The government now borrows $1 for every $2 it spends. A Treasury bond auction earlier this month went poorly, suggesting the world’s hunger for U.S. debt is not limitless. President Obama has been thrown back on his original theory. If he is going to sustain his agenda, if he is going to prevent national insolvency, he has to control health care costs. Health care costs are now the crucial issue of his whole presidency.

So to make the whole thing work, healthcare reform has to be a big cost-saver, you see. What?! It’s going to cost a fortune (a trillion maybe), you say. Well yes, and that’s the problem — the huge problem. As Brooks explains, all the cost-savings notions are of questionable value and in any event, cost a lot up front. So the upshot:

The likely outcome of this year’s health care push is that we will get a medium-size bill that expands coverage to some groups but does relatively little to control costs. In normal conditions, that would be a legislative achievement.

But Obama needs those cuts for his whole strategy to work. Right now, his spending plans are concrete and certain. But his health care savings, which make those spending plans affordable, are distant, amorphous and uncertain. Without serious health cost cuts, this burst of activism will hasten fiscal suicide.

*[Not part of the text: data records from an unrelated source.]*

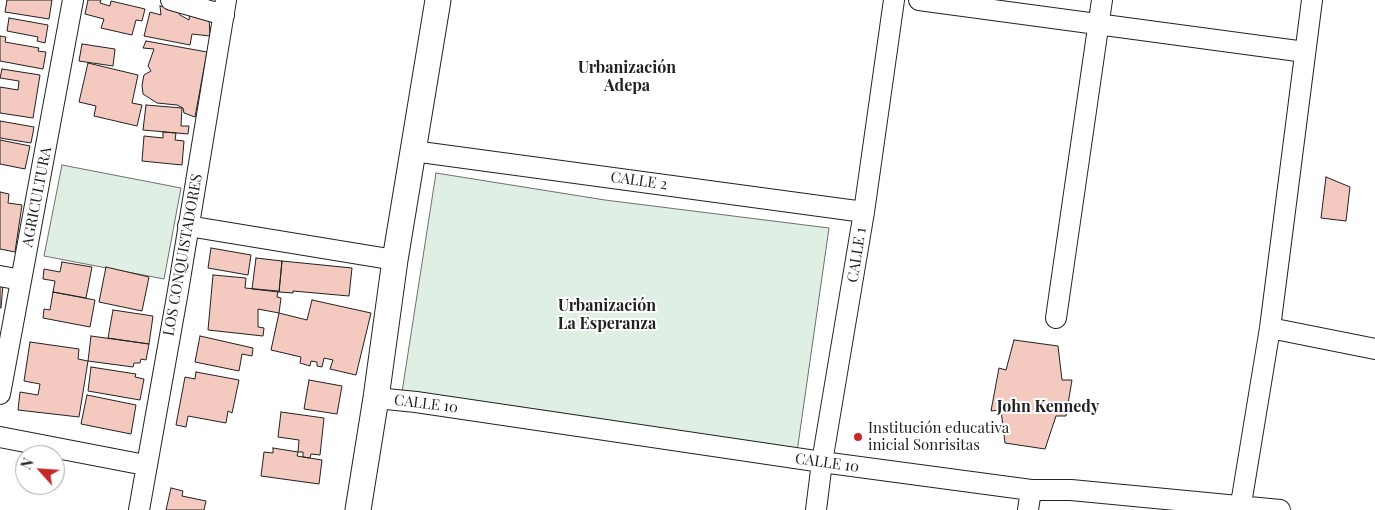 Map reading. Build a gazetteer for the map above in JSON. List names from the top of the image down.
{
  "streets": {
    "street": [
      "CALLE 2",
      "AGRICULTURA",
      "LOS CONQUISTADORES",
      "CALLE 1",
      "CALLE 10"
    ]
  },
  "crossings": [
    ["CALLE 2", "CALLE 1"],
    ["CALLE 1", "CALLE 10"]
  ],
  "districts": ["Urbanización Adepa", "Urbanización La Esperanza", "John Kennedy"],
  "places": ["Institución educativa inicial Sonrisitas"],
  "north": "top left"
} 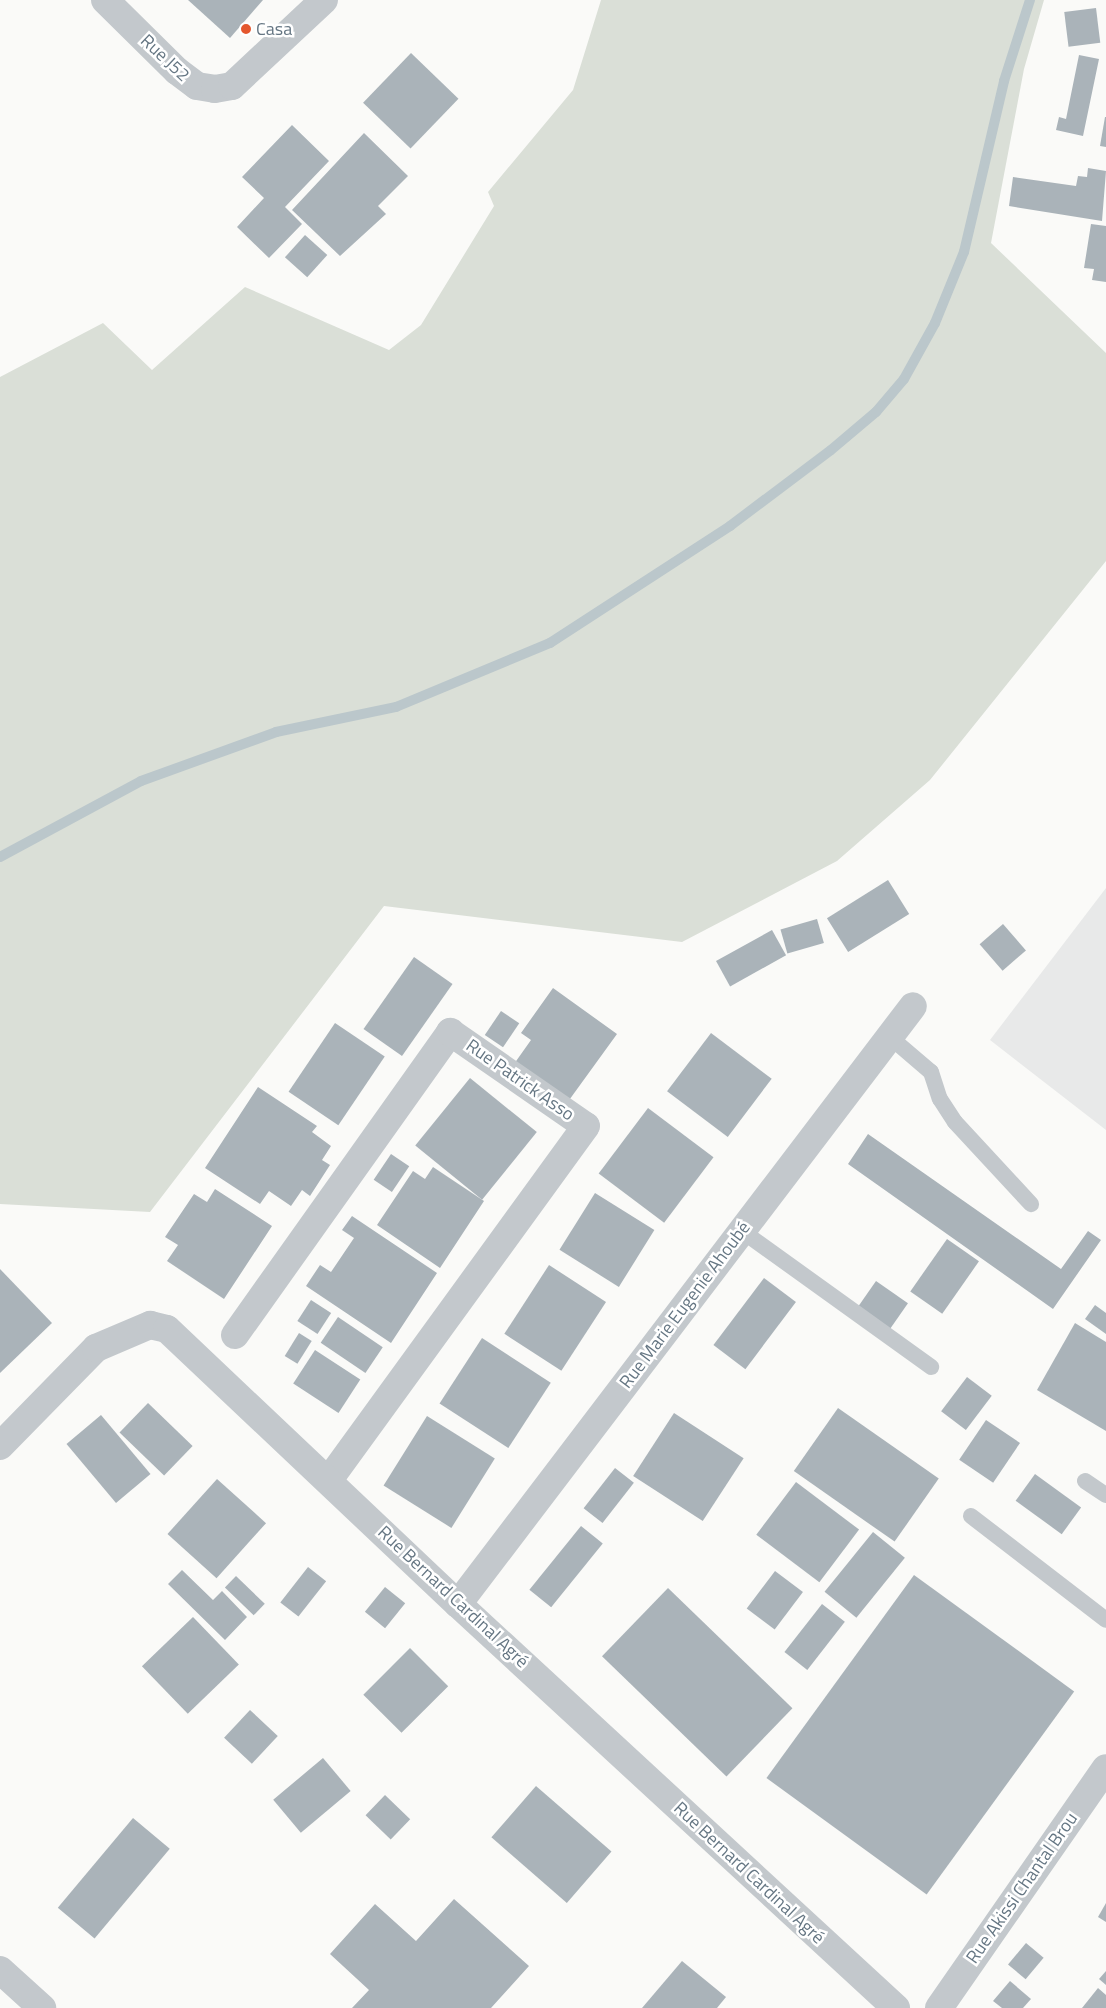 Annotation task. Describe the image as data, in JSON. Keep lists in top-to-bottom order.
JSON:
{
  "streets": {
    "street": [
      "Rue J52",
      "Rue Patrick Asso",
      "Rue Marie Eugenie Ahoubé",
      "Rue Bernard Cardinal Agré",
      "Rue Akissi Chantal Brou"
    ]
  },
  "crossings": [
    ["Rue Patrick Asso", "Rue Bernard Cardinal Agré"],
    ["Rue Marie Eugenie Ahoubé", "Rue Bernard Cardinal Agré"]
  ],
  "places": ["Casa"]
}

Well, shouldn’t we be doing something about that? Perhaps ending the silly dog-and-pony photo-ops and having some heart-to-heart talks with the American people. Maybe we should explain that the money has already been spent — on junk (e.g. a stimulus bill that won’t stimulate and a jumbo budget without a single meaningful cut).

It might be smart to look at alternative plans that don’t involve expanding coverage by government fiat. We could for example open up interstate health insurance sales, allow small business to create insurance-purchasing pools and begin to transition from an employer-provided to individual-purchased healthcare system. All of those would be prudent moves.

But we’re not doing any of that. So what does that say about the president — who was going to dispense with ideology and govern on the basis of “pragmatism”? I’m not exactly sure what pragmatism means as a governing philosophy, but it’s not promising everyone healthcare with money we have already spent. And if this president was supposed to usher in a “new era of responsibility,” I don’t see how we wound up with a fiscal policy that is the equivalent of going to Vegas with the grocery money.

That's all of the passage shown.